A primeras horas del lunes 26 de julio de 1909 el desorden comenzó a extenderse por Barcelona. Grupos de jóvenes y mujeres iban de fábrica en fábrica y de tienda en tienda, imponiendo su cierre –si es que no las habían cerrado antes sus propios trabajadores–, sin que nadie se opusiese. Al mediodía, el paro era total, a excepción de los tranvías, gracias a la tozudez de su director –Mariano de Foronda–, lo que provocó las iras de los huelguistas, que volcaron varias unidades. Las noticias llegadas de toda Catalunya eran también graves. En consecuencia, el capitán general –Luis de Santiago– declaró el estado de guerra, ante la extraña inhibición del gobernador civil –Ángel Osorio y Gallardo–, responsable quizá en buena medida de que lo que pudo haber terminado como un simple tumulto, se transformase en una grave sublevación.

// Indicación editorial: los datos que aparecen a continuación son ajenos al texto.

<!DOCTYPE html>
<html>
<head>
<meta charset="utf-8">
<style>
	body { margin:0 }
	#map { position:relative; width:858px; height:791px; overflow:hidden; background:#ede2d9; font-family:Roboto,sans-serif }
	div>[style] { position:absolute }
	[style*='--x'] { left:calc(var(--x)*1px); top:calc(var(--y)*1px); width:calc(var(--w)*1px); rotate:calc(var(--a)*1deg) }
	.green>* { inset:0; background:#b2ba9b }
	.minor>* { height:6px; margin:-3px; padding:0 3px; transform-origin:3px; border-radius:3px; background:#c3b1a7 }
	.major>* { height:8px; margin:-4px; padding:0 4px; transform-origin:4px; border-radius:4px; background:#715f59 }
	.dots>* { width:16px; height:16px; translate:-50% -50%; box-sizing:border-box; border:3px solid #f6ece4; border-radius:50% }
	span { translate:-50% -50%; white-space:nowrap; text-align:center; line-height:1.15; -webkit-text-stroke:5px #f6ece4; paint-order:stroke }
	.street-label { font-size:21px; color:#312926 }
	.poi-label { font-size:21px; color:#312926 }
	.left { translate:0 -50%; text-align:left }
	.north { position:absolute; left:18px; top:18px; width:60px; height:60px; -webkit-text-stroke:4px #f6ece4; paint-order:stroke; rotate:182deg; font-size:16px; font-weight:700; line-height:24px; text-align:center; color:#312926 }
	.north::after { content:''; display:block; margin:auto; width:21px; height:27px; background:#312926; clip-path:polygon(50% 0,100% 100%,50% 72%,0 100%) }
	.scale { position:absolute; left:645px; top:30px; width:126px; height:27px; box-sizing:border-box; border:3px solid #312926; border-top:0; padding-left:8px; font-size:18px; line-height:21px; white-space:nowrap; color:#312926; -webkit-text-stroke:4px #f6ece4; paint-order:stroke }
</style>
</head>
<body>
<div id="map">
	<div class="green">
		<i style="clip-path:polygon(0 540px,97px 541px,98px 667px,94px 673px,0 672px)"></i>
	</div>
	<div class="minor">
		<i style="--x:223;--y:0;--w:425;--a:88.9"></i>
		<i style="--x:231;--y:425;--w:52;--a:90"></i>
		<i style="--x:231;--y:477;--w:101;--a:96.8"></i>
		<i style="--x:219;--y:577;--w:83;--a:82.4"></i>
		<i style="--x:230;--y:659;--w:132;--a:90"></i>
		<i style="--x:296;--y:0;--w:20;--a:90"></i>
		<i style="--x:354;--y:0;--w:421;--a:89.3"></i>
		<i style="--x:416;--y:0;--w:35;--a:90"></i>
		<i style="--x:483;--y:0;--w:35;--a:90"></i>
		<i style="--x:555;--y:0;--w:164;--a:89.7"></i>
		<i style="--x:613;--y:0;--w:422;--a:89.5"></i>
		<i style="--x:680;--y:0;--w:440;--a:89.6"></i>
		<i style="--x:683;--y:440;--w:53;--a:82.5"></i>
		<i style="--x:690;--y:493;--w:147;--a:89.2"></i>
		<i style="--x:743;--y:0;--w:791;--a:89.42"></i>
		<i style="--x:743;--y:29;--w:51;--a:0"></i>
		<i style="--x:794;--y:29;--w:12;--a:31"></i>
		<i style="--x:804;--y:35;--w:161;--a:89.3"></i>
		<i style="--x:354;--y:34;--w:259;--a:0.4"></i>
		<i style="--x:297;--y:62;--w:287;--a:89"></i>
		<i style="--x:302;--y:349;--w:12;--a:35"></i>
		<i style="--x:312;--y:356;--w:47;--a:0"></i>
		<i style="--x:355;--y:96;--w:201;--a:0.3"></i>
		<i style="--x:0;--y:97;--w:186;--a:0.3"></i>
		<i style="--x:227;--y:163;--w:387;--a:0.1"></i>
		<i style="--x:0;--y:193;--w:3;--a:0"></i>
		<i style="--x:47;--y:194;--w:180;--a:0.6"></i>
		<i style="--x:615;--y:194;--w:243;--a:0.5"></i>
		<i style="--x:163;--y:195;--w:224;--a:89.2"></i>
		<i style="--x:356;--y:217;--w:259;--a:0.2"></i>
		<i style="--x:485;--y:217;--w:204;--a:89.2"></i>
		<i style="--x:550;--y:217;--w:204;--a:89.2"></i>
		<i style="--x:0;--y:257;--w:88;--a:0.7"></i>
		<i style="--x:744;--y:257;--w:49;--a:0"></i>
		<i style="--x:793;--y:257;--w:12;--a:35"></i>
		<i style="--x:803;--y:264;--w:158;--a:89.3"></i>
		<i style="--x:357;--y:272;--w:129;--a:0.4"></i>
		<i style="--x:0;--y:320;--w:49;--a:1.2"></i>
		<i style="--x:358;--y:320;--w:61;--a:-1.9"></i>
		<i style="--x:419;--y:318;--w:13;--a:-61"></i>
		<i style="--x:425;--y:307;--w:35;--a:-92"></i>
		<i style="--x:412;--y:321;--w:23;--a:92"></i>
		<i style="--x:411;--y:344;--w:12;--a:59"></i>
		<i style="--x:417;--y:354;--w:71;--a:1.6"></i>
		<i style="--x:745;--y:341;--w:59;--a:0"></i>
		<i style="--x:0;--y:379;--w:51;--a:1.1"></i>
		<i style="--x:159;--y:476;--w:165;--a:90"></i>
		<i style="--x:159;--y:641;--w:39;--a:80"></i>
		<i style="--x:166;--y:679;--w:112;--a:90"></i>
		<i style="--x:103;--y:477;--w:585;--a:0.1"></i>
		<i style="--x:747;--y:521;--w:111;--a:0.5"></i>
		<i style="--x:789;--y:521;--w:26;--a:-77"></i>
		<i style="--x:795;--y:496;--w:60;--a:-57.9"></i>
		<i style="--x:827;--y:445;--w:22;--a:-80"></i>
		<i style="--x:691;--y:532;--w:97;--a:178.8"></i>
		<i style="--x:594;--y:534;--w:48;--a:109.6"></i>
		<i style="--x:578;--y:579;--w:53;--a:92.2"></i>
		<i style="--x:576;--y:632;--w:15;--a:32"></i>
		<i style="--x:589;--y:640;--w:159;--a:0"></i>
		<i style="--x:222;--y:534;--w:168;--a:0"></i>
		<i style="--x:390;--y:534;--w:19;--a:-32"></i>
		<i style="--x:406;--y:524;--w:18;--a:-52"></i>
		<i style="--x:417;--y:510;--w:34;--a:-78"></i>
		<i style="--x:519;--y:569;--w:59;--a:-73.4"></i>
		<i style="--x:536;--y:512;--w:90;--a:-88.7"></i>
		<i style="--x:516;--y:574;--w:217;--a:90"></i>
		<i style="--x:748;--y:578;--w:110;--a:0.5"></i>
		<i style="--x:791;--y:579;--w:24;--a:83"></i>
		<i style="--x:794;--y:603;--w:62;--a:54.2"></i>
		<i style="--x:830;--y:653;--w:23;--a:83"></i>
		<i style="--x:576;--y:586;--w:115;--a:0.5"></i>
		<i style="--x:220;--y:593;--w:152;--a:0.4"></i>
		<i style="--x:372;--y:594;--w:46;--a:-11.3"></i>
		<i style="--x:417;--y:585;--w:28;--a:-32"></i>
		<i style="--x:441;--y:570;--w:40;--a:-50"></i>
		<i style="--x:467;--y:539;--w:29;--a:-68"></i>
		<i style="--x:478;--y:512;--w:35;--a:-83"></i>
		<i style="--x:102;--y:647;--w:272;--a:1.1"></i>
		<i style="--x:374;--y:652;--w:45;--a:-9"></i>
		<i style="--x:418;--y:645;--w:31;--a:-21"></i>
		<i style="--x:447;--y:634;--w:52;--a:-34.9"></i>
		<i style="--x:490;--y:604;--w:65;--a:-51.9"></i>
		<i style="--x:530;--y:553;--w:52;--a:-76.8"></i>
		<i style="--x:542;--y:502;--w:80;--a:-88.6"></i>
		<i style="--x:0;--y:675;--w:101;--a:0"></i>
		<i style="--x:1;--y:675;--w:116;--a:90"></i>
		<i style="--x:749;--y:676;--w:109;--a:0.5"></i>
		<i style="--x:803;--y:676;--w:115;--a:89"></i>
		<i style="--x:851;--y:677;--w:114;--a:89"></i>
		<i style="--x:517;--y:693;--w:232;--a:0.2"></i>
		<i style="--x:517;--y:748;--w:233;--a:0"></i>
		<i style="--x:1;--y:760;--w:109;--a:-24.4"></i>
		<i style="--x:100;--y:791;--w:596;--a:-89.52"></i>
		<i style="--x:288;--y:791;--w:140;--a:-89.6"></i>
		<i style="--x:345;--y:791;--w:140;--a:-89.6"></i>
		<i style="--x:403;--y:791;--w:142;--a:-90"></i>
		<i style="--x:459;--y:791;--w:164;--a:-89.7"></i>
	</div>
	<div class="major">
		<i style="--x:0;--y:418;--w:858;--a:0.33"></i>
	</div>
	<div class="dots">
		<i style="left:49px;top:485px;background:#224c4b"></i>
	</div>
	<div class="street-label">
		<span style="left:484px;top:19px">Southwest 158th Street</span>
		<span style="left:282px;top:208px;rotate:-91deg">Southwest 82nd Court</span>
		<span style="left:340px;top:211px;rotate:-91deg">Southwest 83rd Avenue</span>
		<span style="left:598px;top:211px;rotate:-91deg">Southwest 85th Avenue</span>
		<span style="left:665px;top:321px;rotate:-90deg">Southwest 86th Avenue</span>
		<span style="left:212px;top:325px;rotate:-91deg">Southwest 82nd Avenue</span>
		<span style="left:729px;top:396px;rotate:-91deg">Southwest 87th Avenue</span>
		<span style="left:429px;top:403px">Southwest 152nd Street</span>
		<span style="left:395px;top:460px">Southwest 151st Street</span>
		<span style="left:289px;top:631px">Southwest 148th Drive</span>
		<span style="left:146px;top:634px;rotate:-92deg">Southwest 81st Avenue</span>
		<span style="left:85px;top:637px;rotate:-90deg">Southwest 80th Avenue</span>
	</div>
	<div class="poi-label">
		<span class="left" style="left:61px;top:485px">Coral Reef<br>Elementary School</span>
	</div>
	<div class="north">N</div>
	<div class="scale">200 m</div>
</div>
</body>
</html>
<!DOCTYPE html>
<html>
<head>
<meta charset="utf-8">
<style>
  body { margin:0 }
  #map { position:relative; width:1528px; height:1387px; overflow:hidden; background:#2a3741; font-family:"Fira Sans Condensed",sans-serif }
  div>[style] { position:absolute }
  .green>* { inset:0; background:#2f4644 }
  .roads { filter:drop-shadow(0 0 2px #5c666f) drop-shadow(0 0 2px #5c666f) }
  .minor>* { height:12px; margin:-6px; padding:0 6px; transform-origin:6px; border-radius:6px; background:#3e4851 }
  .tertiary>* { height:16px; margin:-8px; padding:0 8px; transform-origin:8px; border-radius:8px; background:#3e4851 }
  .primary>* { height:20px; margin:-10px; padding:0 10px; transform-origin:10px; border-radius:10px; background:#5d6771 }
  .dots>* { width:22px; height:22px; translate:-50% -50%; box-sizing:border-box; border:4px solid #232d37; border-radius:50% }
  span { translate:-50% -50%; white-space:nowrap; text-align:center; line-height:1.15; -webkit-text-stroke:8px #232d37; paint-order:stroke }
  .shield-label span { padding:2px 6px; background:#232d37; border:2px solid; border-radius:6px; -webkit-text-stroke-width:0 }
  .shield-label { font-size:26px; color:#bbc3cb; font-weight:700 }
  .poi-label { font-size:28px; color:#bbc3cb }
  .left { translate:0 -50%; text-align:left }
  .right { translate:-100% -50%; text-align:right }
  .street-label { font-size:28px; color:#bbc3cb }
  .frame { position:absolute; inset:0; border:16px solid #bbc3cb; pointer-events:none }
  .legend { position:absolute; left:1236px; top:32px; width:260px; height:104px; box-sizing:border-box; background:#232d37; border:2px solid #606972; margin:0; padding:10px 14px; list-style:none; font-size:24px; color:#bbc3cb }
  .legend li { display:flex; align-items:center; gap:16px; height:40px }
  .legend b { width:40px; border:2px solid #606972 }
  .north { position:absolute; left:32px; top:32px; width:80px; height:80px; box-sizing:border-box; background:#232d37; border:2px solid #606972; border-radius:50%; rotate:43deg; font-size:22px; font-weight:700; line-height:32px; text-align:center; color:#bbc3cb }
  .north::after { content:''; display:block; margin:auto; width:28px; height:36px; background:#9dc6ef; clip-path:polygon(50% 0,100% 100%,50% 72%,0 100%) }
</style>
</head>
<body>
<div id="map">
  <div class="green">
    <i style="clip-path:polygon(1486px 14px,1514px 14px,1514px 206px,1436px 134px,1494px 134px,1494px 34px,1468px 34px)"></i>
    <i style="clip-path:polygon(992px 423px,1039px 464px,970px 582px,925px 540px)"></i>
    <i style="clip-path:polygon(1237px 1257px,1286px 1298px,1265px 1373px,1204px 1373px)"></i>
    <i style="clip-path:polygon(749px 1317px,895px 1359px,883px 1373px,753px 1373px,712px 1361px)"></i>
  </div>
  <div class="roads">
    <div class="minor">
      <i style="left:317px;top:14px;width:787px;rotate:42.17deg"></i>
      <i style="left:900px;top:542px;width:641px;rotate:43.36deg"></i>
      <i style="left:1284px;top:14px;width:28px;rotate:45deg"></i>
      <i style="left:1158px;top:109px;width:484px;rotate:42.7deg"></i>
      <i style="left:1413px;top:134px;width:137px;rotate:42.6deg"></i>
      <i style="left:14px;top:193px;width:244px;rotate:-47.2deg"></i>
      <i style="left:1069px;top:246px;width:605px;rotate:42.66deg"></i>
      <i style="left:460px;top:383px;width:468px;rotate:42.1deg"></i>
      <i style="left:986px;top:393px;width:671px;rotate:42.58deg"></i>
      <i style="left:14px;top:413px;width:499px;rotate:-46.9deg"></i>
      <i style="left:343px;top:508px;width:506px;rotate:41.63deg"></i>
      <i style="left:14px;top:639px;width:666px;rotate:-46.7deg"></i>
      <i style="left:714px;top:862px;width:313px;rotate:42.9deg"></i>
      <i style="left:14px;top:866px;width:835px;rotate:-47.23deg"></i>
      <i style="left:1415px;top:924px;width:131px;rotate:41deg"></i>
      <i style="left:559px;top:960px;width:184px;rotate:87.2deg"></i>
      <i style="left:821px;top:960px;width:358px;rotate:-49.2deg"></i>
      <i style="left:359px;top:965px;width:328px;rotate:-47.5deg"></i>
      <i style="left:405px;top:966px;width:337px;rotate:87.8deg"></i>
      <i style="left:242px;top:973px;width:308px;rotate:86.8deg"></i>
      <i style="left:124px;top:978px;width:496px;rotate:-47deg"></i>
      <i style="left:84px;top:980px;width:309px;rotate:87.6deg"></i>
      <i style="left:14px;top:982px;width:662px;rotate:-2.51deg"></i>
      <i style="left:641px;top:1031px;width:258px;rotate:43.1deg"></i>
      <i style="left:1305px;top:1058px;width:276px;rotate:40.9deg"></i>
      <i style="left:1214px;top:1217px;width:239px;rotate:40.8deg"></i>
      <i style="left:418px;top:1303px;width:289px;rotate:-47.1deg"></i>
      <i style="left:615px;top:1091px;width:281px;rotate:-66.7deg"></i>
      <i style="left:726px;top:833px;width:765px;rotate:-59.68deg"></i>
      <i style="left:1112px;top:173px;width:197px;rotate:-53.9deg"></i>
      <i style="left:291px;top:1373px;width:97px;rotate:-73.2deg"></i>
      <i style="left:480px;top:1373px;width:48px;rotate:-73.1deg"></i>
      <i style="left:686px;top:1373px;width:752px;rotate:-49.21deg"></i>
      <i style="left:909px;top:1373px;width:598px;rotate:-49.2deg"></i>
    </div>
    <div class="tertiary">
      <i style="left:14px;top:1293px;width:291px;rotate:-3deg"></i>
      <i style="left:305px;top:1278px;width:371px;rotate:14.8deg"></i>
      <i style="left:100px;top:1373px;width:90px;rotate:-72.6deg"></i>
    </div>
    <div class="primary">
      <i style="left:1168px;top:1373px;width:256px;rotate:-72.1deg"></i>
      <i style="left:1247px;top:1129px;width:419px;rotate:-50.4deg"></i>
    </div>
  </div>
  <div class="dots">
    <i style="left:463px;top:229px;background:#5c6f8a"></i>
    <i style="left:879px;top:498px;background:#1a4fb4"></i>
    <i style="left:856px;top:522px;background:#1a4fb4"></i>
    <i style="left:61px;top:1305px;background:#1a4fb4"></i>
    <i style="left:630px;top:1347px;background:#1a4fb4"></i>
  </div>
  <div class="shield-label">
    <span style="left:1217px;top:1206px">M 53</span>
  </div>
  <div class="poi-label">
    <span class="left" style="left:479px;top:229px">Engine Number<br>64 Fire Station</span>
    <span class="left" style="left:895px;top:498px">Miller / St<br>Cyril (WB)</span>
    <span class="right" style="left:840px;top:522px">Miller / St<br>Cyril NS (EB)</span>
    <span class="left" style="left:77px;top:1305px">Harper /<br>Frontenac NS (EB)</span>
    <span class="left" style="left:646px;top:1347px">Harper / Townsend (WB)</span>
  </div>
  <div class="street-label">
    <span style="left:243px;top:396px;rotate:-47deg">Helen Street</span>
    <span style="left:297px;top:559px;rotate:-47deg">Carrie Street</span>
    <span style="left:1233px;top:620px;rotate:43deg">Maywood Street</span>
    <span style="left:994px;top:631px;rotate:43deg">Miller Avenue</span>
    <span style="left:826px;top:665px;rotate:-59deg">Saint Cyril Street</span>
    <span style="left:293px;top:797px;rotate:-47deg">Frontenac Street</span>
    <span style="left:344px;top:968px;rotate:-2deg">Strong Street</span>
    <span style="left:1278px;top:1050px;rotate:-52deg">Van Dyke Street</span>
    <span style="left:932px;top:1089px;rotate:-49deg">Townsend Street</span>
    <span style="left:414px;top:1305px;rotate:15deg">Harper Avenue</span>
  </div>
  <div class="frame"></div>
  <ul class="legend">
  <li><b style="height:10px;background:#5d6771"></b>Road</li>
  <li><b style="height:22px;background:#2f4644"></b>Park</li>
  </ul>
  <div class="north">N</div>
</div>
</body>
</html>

Sus causas son sabidas –la llamada a filas de reservistas para enviarlos a la guerra de África–, sus desmanes tremendos –solo en Barcelona 21 de 58 iglesias quemadas, y 30 de 75 conventos destruidos–, y sus consecuencias políticas enormes –la caída del Gobierno de Maura y el principio del fin de la restauración–. Pero es evidente que un suceso tan grave no se explica por la incidencia de una sola causa coyuntural. Más bien parece que esta causa no es sino la gota de agua que colma un vaso ya a rebosar por una situación social insostenible. Máxime cuando, años después de la semana trágica, Barcelona –que ya era conocida como «la ciudad de las bombas»– se convirtió en el escenario de unas luchas obreras de gran virulencia que –de 1919 a 1923– enfrentaron a pistoletazo limpio a la resistencia sindicalista con la represión burguesa, encarnadas en los nombres de Salvador Seguí –el Noi del Sucre–, y Severiano Martínez Anido y Miguel Arlegui, respectivamente. ¿Qué le pasaba a Barcelona?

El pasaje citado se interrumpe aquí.